Ryan Bird, rzecznik prasowy TDSB, powiedział, że nie ma wiedzy na temat udziału nauczycieli w jakichkolwiek strajkach politycznych w tym tygodniu.

PONIŻEJ KONTYNUACJA TEKSTU

Bird wspomniał również, że uczniowie poniżej 18 roku życia potrzebują zgody rodziców na opuszczenie zajęć. Dodał, że wszyscy uczniowie, którzy brali udział w poniedziałkowym strajku, powinni zostać oznaczeni jako nieobecni.

 

W otwartym liście wysłanym do Ministerstwa Edukacji 11 września 2024 r.
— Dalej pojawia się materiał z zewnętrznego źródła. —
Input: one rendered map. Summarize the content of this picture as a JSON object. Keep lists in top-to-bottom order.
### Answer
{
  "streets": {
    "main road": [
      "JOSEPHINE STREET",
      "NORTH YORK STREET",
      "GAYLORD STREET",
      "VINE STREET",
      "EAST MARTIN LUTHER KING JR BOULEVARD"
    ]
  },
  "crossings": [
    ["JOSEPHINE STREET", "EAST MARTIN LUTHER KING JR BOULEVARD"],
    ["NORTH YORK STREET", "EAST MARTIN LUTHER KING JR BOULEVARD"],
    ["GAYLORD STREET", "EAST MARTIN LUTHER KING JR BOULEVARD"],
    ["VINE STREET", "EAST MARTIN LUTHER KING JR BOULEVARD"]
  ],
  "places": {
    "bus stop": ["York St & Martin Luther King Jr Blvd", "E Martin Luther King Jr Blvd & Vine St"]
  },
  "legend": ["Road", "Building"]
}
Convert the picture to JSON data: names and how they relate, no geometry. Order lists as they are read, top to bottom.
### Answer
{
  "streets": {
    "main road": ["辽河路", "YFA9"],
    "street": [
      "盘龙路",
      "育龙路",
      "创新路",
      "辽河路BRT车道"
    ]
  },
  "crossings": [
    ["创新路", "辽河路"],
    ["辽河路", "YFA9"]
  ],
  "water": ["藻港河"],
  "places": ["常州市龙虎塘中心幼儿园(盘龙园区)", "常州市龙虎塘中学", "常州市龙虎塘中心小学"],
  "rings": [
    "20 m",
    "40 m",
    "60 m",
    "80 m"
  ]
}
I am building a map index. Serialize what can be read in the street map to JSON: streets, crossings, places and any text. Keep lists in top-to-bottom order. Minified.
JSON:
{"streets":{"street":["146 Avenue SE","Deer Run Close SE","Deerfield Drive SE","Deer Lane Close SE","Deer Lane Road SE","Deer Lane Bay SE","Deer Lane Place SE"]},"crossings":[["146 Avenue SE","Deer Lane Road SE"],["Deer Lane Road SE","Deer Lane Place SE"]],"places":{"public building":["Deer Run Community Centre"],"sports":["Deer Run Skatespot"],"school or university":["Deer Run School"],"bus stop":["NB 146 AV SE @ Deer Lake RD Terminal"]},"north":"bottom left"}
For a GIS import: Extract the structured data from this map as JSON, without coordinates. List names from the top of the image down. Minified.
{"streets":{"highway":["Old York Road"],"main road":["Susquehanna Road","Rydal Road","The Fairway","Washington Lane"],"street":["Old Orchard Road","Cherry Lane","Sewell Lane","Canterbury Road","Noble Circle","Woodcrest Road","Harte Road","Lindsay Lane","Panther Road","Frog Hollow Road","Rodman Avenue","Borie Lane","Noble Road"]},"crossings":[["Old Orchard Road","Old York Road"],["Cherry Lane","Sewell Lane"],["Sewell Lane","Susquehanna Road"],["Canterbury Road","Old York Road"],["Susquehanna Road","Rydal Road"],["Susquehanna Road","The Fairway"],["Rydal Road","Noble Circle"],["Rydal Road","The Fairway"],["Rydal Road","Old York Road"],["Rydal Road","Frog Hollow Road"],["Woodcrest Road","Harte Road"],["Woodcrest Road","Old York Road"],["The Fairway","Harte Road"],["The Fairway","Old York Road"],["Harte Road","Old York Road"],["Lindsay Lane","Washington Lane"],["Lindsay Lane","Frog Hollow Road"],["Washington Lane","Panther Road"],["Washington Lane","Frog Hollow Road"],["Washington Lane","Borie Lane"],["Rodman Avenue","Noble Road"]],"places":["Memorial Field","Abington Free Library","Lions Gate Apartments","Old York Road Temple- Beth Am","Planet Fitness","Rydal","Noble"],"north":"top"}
TDSB wskazało na „pilną potrzebę kompleksowego i ujednoliconego podejścia do rozwiązywania problemów związanych z nienawiścią i napięciami geopolitycznymi w szkołach Ontario”.

Rada szkolna w Toronto zaapelowała o wyjaśnienie definicji nienawiści, w tym antysemityzmu i islamofobii, o kompleksowe szkolenia dla nauczycieli oraz o zapewnienie zasobów, które pomogą im radzić sobie z napięciami geopolitycznymi w klasie i poza nią.